The state of Alabama carried out the 13th state sanctioned killing of the year in United States Thursday night in its death chamber at Holman Correctional Facility.
Robert Melson, a 46-year-old African American man, was killed by an injection of three drugs, including midazolam, which has been used in recent so-called botched executions. The execution went forward after the US Supreme Court denied his final request for a stay, despite his attorney’s concerns over the possible negative effects of the drug.
Midazolam, the first drug in the process, was injected into Melson’s veins at 9:59 p.m. His attorneys report that as the drug entered his body Melson’s arms began to shake against the restraints which held him to the death bed. As the drug took effect his breathing became labored and his chest moved up and down before slowing. Ten minutes after the first injection his breathing had slowed to point at which it was imperceptible.

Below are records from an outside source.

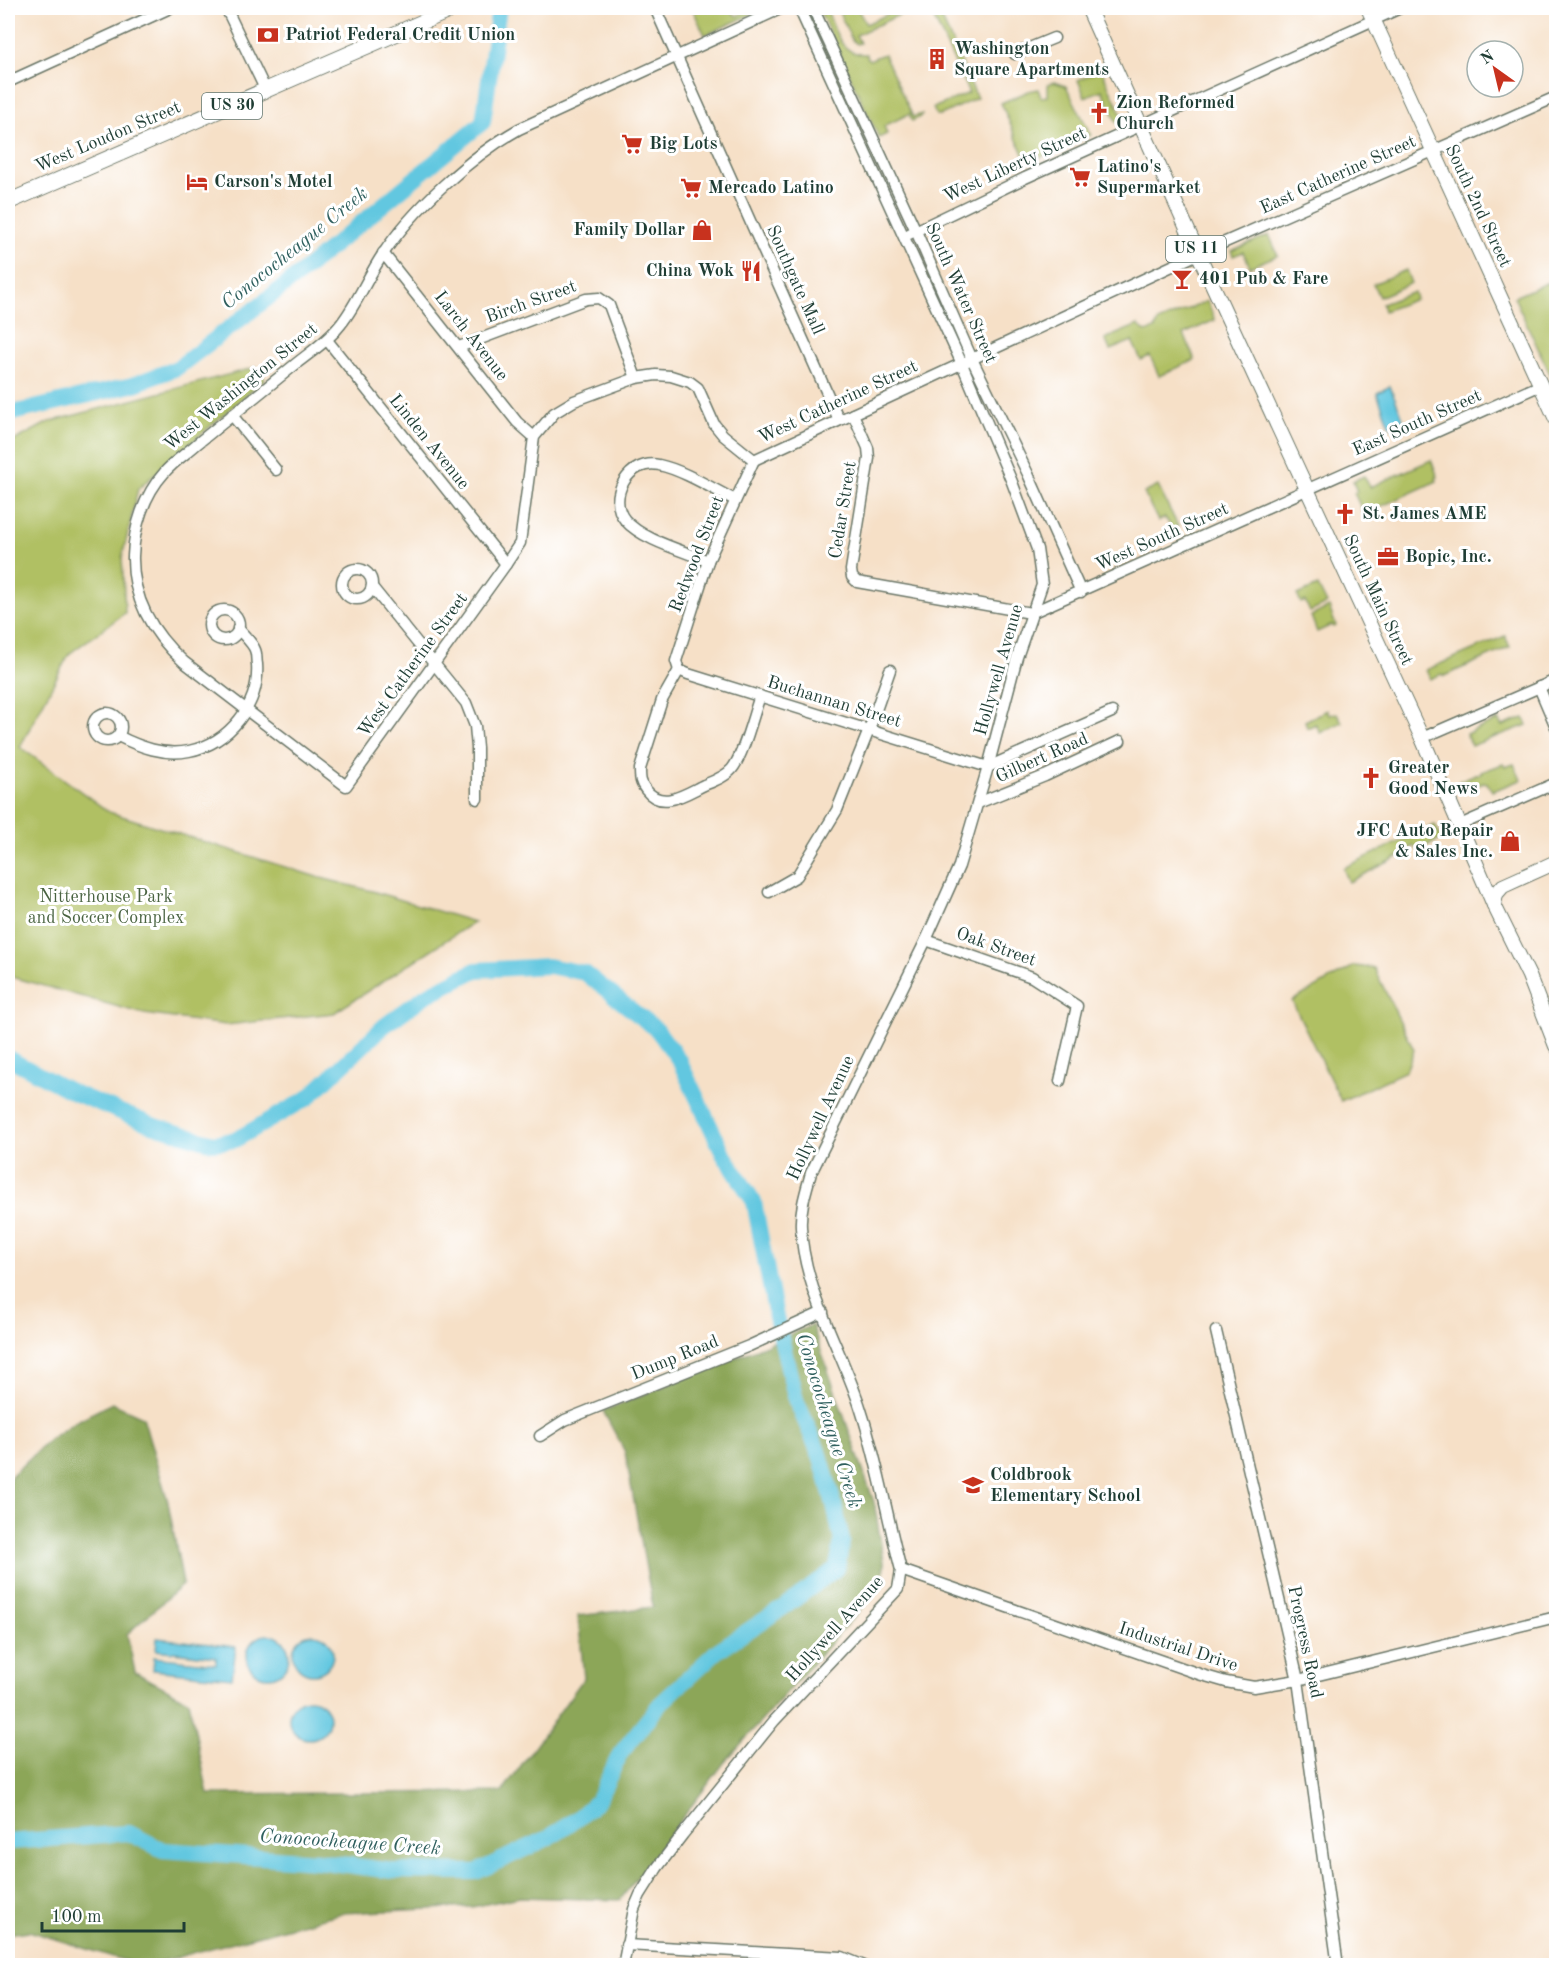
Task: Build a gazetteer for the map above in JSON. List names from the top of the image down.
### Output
{
  "streets": {
    "highway": ["US 30", "West Loudon Street"],
    "main road": ["South 2nd Street", "US 11", "South Main Street"],
    "street": [
      "West Liberty Street",
      "East Catherine Street",
      "Southgate Mall",
      "South Water Street",
      "Birch Street",
      "Larch Avenue",
      "West Washington Street",
      "West Catherine Street",
      "East South Street",
      "Linden Avenue",
      "Cedar Street",
      "West South Street",
      "Redwood Street",
      "Hollywell Avenue",
      "Buchannan Street",
      "Gilbert Road",
      "Oak Street",
      "Dump Road",
      "Progress Road",
      "Industrial Drive"
    ]
  },
  "crossings": [
    ["West Liberty Street", "South 2nd Street"],
    ["West Liberty Street", "South Water Street"],
    ["West Liberty Street", "South Main Street"],
    ["East Catherine Street", "South 2nd Street"],
    ["East Catherine Street", "West Catherine Street"],
    ["East Catherine Street", "South Main Street"],
    ["South 2nd Street", "East South Street"],
    ["Southgate Mall", "West Washington Street"],
    ["Southgate Mall", "West Catherine Street"],
    ["South Water Street", "West Catherine Street"],
    ["South Water Street", "West South Street"],
    ["South Water Street", "Hollywell Avenue"],
    ["Birch Street", "Larch Avenue"],
    ["Birch Street", "West Catherine Street"],
    ["Larch Avenue", "West Washington Street"],
    ["Larch Avenue", "West Catherine Street"],
    ["West Washington Street", "West Catherine Street"],
    ["West Washington Street", "Linden Avenue"],
    ["West Catherine Street", "Linden Avenue"],
    ["West Catherine Street", "Cedar Street"],
    ["West Catherine Street", "Redwood Street"],
    ["West Catherine Street", "South Main Street"],
    ["West Catherine Street", "Hollywell Avenue"],
    ["East South Street", "West South Street"],
    ["East South Street", "South Main Street"],
    ["Cedar Street", "West South Street"],
    ["Cedar Street", "Hollywell Avenue"],
    ["West South Street", "South Main Street"],
    ["West South Street", "Hollywell Avenue"],
    ["Redwood Street", "Buchannan Street"],
    ["Hollywell Avenue", "Buchannan Street"],
    ["Hollywell Avenue", "Gilbert Road"],
    ["Hollywell Avenue", "Oak Street"],
    ["Hollywell Avenue", "Dump Road"],
    ["Hollywell Avenue", "Industrial Drive"],
    ["Progress Road", "Industrial Drive"]
  ],
  "water": ["Conococheague Creek"],
  "parks": ["Nitterhouse Park and Soccer Complex"],
  "places": {
    "bank": ["Patriot Federal Credit Union"],
    "building": ["Washington Square Apartments"],
    "church": ["Zion Reformed Church", "St. James AME", "Greater Good News"],
    "supermarket": ["Big Lots", "Latino's Supermarket", "Mercado Latino"],
    "hotel": ["Carson's Motel"],
    "shop": ["Family Dollar", "JFC Auto Repair & Sales Inc."],
    "restaurant": ["China Wok"],
    "bar": ["401 Pub & Fare"],
    "office": ["Bopic, Inc."],
    "school or university": ["Coldbrook Elementary School"]
  },
  "scale_bar": "100 m",
  "north": "top left"
}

It took just over half an hour from the time that Melson’s death warrant was read to out to the time that prison medical staff pronounced him dead at 10:27 p.m.
Melson spent 21 years on death row after he was convicted of shooting and killing three fast food restaurant workers in 1994 during a robbery. He maintained his innocence from the time of his arrest until his death.

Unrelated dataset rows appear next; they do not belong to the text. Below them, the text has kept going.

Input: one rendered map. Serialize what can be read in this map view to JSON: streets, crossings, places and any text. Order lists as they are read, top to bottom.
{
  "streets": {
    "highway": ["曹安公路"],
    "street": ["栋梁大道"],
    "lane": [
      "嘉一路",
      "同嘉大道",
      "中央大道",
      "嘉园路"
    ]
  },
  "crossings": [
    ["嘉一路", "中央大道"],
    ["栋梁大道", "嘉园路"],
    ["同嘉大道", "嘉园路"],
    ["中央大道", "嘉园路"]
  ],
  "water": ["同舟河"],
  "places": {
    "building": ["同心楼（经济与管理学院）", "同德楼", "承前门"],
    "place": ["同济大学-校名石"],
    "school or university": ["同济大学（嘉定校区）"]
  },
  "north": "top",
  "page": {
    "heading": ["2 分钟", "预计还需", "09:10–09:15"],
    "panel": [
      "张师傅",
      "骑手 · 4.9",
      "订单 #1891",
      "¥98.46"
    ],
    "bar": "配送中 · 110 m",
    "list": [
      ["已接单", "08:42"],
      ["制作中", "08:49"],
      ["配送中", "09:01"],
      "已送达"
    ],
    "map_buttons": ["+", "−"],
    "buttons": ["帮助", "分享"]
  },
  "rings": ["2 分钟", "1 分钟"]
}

The details of Melson’s case point to the state sanctioned murder of an innocent man on the basis of a police frame-up.
According to the Death Penalty Information Center (DPIC), a fourth shooting victim who survived the holdup identified Cuhuatemoc “Tempo” Peraita, a former employee at the restaurant, as one of the attackers. He could only identify the accomplice as a “black male,” and did not pick Melson out of a photo lineup.
An hour after the shooting, Peraita and Melson, who were friends at the time, were riding together in a car and pulled over by police. Both were arrested.
Under pressure from the police Peraita, who was 17 years old at the time and suffers from intellectual impairments, confessed to being present at the robbery, but fingered Melson as the shooter. Peraita later recanted the accusation.
Investigators failed to uncover DNA or fingerprint evidence that could directly tie Melson to the killings.
The only forensic evidence that placed him near the crime scene was shoeprints discovered by a police investigator in a drainage ditch near the restaurant five days after police first arrived at the scene of the robbery. These reportedly matched shoes he was wearing when he was arrested. Two inches of rain had fallen between the day of the crime and the discovery of the prints, making it unlikely that shoeprints would have remained in the muddy ditch.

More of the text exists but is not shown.